* [Work order]
No images, please. Copy each entry below exactly as it reads.

* [Dataset entries]

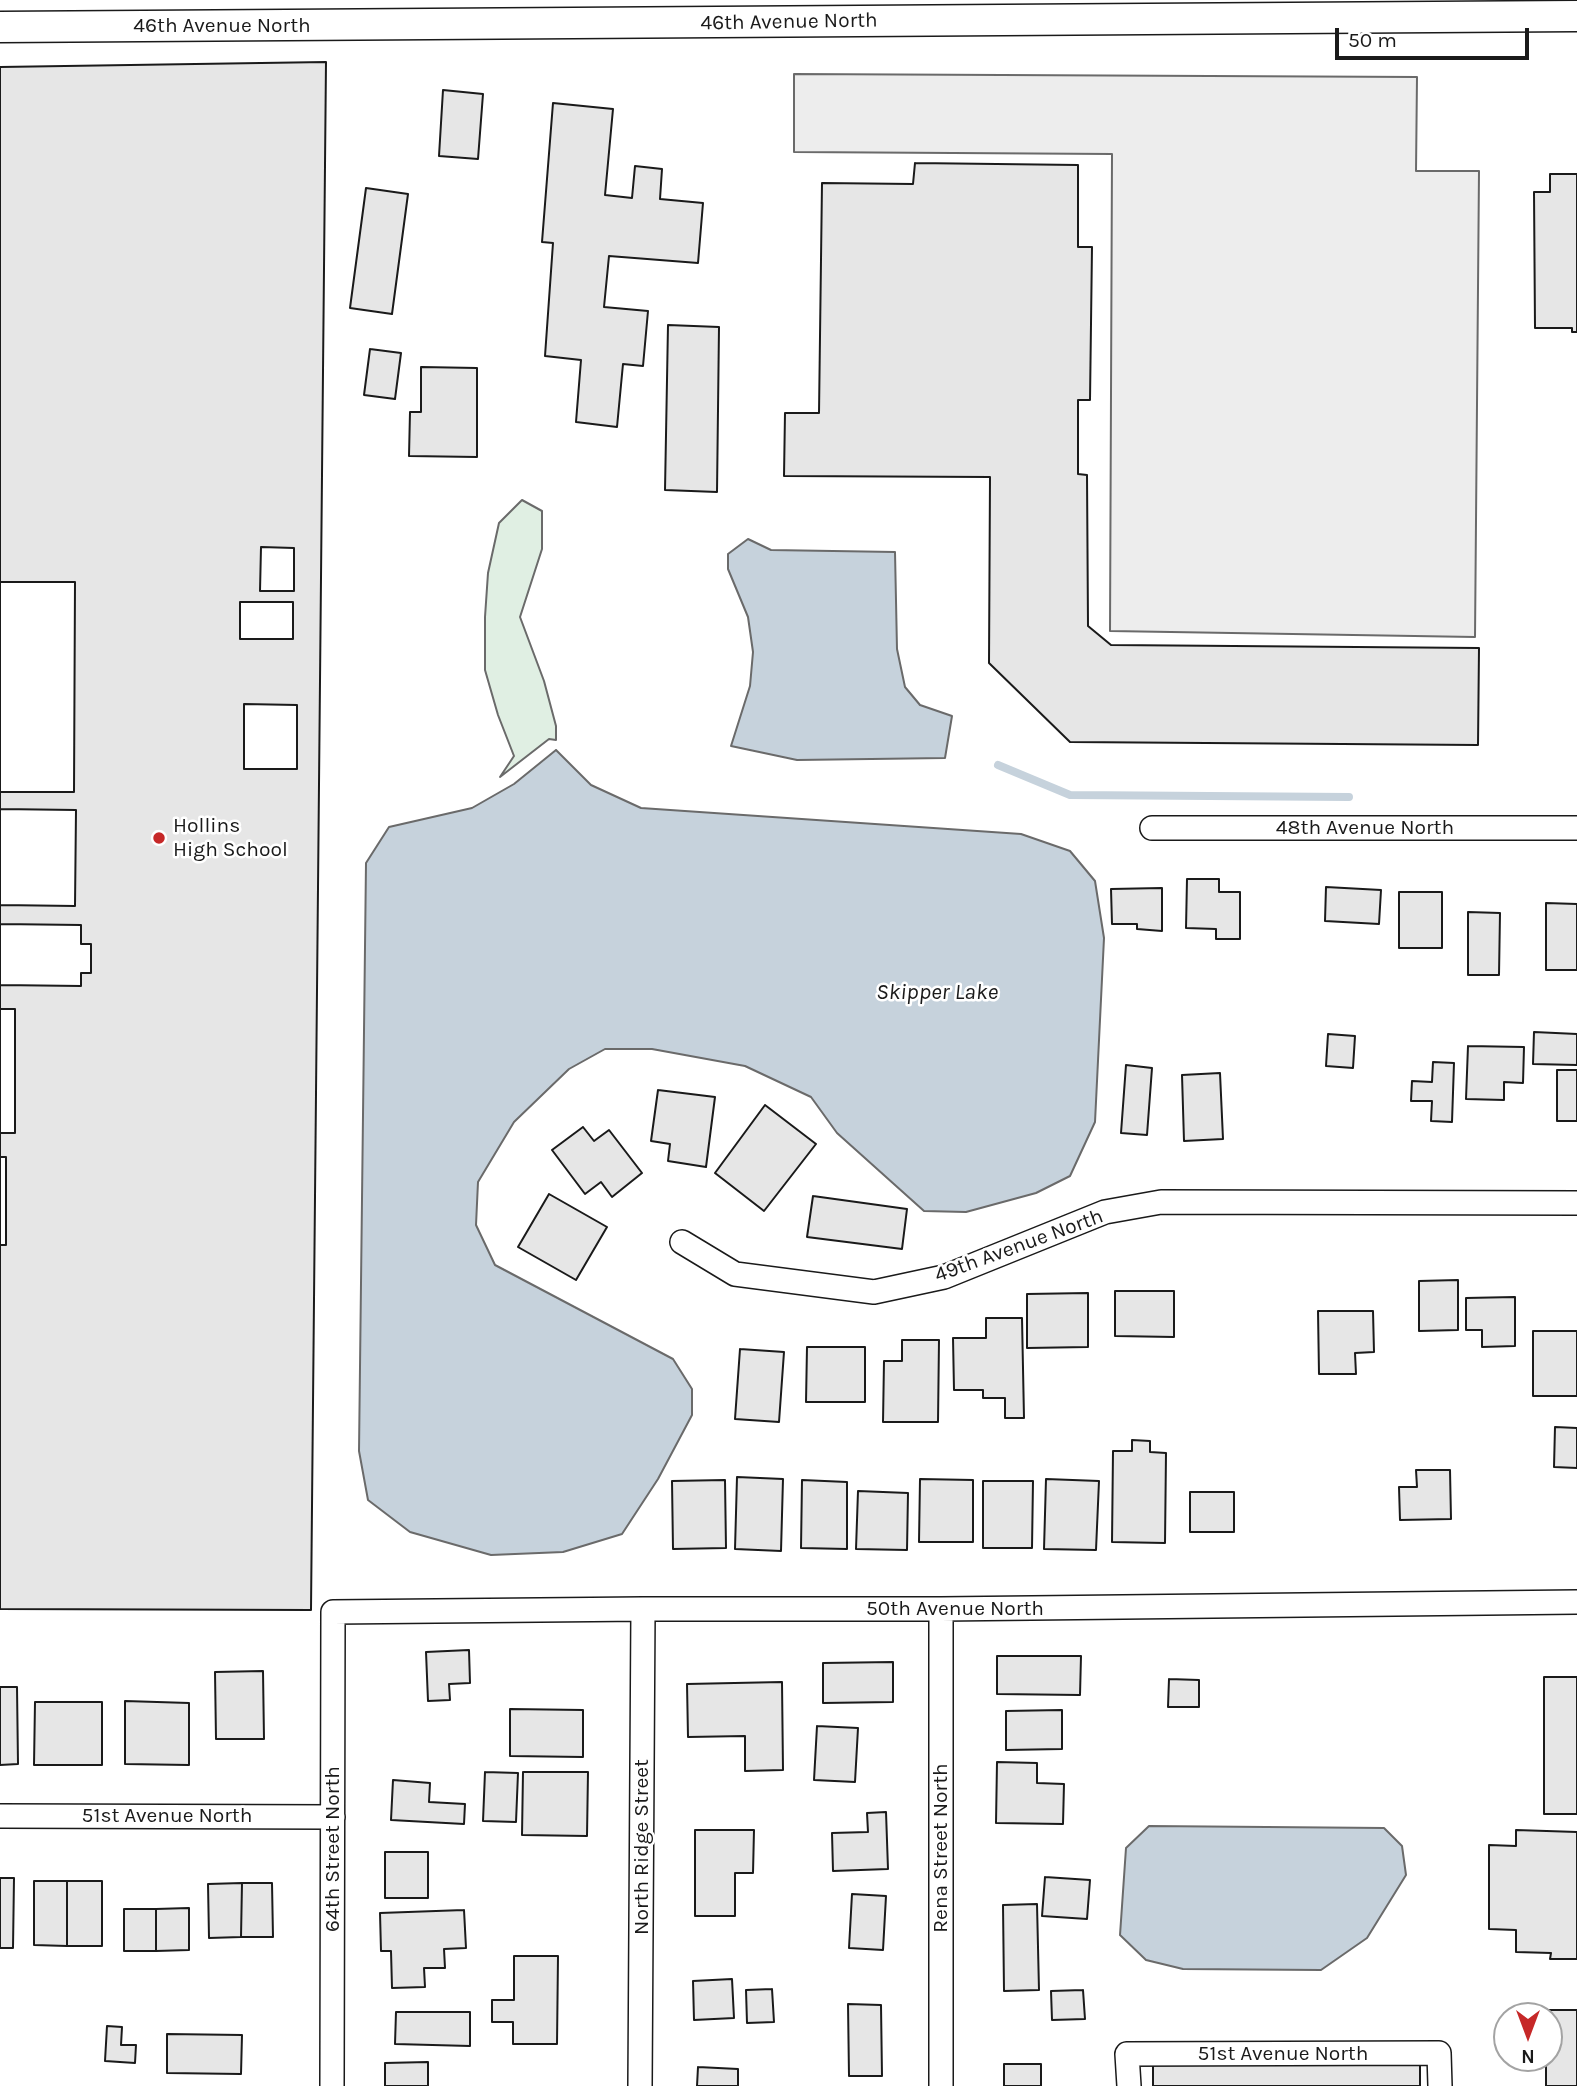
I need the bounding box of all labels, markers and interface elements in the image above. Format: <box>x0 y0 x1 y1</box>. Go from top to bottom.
street label: 46th Avenue North <box>700 8 878 36</box>
street label: 46th Avenue North <box>133 13 311 39</box>
scale bar <box>1339 14 1533 58</box>
text: 50 m <box>1348 28 1397 52</box>
place label: Hollins High School <box>173 813 288 863</box>
street label: 48th Avenue North <box>1276 815 1454 841</box>
marker: Hollins High School <box>151 830 167 846</box>
water label: Skipper Lake <box>876 978 998 1006</box>
street label: 49th Avenue North <box>931 1204 1107 1288</box>
street label: 50th Avenue North <box>866 1596 1044 1622</box>
street label: North Ridge Street <box>629 1759 655 1935</box>
street label: Rena Street North <box>928 1763 954 1933</box>
street label: 64th Street North <box>320 1766 346 1932</box>
street label: 51st Avenue North <box>82 1803 252 1829</box>
north arrow <box>1493 2002 1563 2072</box>
street label: 51st Avenue North <box>1198 2041 1368 2067</box>
text: N <box>1521 2045 1535 2067</box>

* [Response to this exercise]
I need the bounding box of all labels, markers and interface elements in the image above. Format: <box>x0 y0 x1 y1</box>. Go from top to bottom.
street label: 46th Avenue North <box>700 8 878 36</box>
street label: 46th Avenue North <box>133 13 311 39</box>
scale bar <box>1339 14 1533 58</box>
text: 50 m <box>1348 28 1397 52</box>
place label: Hollins High School <box>173 813 288 863</box>
street label: 48th Avenue North <box>1276 815 1454 841</box>
marker: Hollins High School <box>151 830 167 846</box>
water label: Skipper Lake <box>876 978 998 1006</box>
street label: 49th Avenue North <box>931 1204 1107 1288</box>
street label: 50th Avenue North <box>866 1596 1044 1622</box>
street label: North Ridge Street <box>629 1759 655 1935</box>
street label: Rena Street North <box>928 1763 954 1933</box>
street label: 64th Street North <box>320 1766 346 1932</box>
street label: 51st Avenue North <box>82 1803 252 1829</box>
north arrow <box>1493 2002 1563 2072</box>
street label: 51st Avenue North <box>1198 2041 1368 2067</box>
text: N <box>1521 2045 1535 2067</box>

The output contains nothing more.